To be completely upfront, I don’t believe any non-violent drug users, especially ones who’ve never been convicted of any crime, should be denied their right to own a firearm, even if drugs haven’t been legalized in their state. Demanding people incriminate themselves to practice their rights — and then threatening to convict them if they fail to do so — is an attack on both the Second and Fifth Amendments.
This is really just a long way of saying that I have my fingers crossed that Hunter Biden, the president’s son, will be indicted on gun charges in Delaware. Among many other potential crimes, Hunter is now reportedly being investigated for allegedly lying on a 4473 federal background check form dating back to 2018.

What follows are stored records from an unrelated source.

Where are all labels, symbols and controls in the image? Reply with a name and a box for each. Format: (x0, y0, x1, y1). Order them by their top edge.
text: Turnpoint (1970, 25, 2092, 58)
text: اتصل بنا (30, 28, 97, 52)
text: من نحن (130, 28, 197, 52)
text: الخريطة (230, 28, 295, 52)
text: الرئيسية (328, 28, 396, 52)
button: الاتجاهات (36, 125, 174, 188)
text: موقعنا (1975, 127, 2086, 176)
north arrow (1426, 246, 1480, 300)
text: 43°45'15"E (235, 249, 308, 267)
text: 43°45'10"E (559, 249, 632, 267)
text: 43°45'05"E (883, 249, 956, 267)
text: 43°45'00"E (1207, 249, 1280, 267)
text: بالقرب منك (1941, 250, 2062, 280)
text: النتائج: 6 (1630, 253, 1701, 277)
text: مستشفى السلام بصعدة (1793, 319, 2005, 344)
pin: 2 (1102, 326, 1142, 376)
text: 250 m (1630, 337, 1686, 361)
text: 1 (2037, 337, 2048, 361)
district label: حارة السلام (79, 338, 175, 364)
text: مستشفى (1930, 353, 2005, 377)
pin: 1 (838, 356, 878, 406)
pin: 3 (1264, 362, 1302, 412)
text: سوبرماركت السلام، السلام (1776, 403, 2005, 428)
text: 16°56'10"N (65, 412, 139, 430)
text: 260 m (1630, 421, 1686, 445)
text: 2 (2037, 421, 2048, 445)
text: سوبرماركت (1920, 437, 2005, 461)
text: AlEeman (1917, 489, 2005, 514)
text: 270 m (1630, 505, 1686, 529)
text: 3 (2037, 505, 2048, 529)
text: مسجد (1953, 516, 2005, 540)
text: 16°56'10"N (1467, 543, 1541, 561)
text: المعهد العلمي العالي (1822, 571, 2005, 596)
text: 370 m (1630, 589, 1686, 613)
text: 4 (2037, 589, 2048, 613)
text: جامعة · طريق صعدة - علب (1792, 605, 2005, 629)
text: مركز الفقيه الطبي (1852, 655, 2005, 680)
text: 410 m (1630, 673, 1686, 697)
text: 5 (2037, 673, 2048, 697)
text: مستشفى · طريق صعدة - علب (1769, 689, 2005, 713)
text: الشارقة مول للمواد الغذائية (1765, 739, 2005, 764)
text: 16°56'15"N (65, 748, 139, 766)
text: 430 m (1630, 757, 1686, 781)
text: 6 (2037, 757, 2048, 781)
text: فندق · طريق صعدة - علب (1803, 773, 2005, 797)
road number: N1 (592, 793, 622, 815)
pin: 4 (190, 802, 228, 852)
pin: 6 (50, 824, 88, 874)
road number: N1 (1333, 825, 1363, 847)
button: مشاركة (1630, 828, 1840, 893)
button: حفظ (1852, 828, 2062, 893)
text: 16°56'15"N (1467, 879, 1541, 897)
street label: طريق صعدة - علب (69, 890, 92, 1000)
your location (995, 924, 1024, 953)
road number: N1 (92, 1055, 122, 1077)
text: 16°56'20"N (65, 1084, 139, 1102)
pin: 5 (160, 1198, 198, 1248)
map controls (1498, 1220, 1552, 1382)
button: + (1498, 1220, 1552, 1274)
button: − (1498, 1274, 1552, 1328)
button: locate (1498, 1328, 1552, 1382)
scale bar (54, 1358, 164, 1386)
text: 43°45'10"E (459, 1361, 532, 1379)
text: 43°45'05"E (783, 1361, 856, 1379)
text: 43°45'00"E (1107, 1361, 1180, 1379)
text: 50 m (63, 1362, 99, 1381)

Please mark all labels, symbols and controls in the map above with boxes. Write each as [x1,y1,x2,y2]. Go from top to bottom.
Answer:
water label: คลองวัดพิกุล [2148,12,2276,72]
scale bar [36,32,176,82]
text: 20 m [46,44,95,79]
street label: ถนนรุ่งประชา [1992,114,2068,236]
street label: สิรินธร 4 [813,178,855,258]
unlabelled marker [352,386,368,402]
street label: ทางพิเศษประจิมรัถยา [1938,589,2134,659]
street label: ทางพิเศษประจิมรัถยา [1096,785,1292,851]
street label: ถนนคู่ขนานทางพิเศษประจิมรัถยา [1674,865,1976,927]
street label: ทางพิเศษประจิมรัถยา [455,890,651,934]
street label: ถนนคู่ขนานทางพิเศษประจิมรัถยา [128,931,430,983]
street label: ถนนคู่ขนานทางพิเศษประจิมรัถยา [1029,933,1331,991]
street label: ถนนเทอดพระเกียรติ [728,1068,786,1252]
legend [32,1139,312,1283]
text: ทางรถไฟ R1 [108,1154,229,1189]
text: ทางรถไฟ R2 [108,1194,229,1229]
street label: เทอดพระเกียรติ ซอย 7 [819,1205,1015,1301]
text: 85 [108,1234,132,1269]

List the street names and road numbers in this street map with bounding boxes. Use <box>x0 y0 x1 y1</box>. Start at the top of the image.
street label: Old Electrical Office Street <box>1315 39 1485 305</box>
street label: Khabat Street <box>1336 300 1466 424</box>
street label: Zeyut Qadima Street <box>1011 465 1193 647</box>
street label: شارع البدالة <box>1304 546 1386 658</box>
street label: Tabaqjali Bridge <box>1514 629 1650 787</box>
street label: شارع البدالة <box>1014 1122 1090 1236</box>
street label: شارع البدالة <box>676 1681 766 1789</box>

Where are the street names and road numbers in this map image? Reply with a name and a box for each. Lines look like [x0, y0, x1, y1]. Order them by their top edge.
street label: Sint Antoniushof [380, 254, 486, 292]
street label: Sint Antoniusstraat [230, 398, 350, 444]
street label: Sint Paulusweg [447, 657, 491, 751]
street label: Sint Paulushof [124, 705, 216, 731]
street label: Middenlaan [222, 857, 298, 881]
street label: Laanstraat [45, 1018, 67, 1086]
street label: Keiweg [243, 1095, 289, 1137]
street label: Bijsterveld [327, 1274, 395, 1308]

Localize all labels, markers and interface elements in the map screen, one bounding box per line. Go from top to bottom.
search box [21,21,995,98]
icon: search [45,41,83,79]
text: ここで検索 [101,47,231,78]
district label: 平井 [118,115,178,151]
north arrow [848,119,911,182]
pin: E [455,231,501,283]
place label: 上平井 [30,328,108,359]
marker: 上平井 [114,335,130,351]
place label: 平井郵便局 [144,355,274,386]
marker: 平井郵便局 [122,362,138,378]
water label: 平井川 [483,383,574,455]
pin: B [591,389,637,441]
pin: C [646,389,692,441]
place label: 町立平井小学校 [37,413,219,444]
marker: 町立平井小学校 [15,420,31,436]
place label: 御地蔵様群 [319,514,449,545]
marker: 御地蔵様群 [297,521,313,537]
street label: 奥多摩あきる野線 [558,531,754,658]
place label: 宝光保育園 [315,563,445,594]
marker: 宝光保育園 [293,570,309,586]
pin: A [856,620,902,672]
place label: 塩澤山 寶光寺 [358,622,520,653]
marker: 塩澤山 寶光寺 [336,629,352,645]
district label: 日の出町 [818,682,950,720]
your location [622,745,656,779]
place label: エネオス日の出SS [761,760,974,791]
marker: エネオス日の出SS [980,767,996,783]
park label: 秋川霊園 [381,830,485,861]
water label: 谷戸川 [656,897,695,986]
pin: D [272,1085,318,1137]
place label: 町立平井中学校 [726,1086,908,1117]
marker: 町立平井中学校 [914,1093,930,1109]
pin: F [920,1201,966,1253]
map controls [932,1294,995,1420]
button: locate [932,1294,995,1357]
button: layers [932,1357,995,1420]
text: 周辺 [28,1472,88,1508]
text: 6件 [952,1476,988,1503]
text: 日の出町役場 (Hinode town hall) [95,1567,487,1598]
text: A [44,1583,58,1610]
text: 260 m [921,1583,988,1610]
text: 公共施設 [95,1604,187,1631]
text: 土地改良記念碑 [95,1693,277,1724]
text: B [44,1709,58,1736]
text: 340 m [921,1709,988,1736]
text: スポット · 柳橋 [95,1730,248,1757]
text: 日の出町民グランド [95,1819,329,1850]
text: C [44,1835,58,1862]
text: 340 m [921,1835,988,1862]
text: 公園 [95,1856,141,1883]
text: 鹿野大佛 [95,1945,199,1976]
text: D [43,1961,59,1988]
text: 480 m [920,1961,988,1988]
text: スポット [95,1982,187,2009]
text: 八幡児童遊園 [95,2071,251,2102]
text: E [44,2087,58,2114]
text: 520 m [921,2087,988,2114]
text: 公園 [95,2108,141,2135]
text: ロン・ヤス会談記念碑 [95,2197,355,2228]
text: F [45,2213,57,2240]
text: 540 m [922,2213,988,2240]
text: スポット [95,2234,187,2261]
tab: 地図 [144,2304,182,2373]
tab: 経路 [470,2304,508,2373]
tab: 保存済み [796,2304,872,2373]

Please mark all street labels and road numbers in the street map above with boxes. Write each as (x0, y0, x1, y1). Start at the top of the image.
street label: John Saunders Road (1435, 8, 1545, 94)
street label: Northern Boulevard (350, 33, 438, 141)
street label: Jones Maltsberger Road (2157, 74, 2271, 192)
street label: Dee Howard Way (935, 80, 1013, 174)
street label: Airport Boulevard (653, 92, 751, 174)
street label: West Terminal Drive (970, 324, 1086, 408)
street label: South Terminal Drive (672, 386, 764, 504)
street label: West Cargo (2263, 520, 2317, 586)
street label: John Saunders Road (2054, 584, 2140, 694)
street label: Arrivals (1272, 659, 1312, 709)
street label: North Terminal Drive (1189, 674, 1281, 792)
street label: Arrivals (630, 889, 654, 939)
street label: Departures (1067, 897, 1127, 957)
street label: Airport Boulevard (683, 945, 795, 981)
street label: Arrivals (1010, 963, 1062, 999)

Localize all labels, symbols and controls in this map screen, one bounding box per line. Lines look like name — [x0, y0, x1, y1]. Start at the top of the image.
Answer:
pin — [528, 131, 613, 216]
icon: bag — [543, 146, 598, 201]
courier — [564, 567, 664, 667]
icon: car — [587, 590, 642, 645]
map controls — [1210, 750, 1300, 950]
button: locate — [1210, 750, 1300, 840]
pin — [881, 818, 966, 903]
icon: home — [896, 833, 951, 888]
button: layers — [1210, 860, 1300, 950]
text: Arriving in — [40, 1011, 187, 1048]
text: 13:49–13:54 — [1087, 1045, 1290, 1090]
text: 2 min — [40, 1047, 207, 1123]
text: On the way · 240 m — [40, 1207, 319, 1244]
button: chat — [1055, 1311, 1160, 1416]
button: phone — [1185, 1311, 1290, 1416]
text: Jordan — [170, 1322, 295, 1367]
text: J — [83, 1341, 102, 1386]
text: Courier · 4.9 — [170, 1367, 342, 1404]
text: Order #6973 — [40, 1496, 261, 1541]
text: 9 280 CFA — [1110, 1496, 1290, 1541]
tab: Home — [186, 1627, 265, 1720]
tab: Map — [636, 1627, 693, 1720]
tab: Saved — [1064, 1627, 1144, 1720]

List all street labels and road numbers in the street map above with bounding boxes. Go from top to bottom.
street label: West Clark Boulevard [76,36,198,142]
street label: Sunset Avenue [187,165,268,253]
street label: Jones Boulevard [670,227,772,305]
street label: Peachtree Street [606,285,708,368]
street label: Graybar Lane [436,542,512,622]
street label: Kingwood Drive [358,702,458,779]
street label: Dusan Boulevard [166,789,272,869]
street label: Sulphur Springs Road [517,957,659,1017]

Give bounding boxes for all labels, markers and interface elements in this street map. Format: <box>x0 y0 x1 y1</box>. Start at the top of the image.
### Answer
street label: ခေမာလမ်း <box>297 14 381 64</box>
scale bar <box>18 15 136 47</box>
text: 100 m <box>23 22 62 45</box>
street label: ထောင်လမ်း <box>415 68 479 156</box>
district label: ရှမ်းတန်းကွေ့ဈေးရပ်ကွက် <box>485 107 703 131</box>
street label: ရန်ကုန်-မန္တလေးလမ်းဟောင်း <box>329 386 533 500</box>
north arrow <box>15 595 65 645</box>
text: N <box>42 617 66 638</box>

The form asks: “Are you an unlawful user of, or addicted to, marijuana or any depressant, stimulant, narcotic drug, or any other controlled substance?” Hunter, who admitted to “smoking crack every 15 minutes” at the time in his touching memoir Beautiful Things, claimed he was not.
The New York Times reports that Hunter’s lawyers are invoking Bruen to “stave off” charges. I’m skeptical Hunter will be charged with a gun crime. Proving that someone knowingly misled the feds on a federal background check is difficult to prove, but the very thought of the president’s shady son using Bruen, which his father claimed “contradicts both common sense and the Constitution,” to blow up more useless and unfair gun regulation, would be some delicious irony.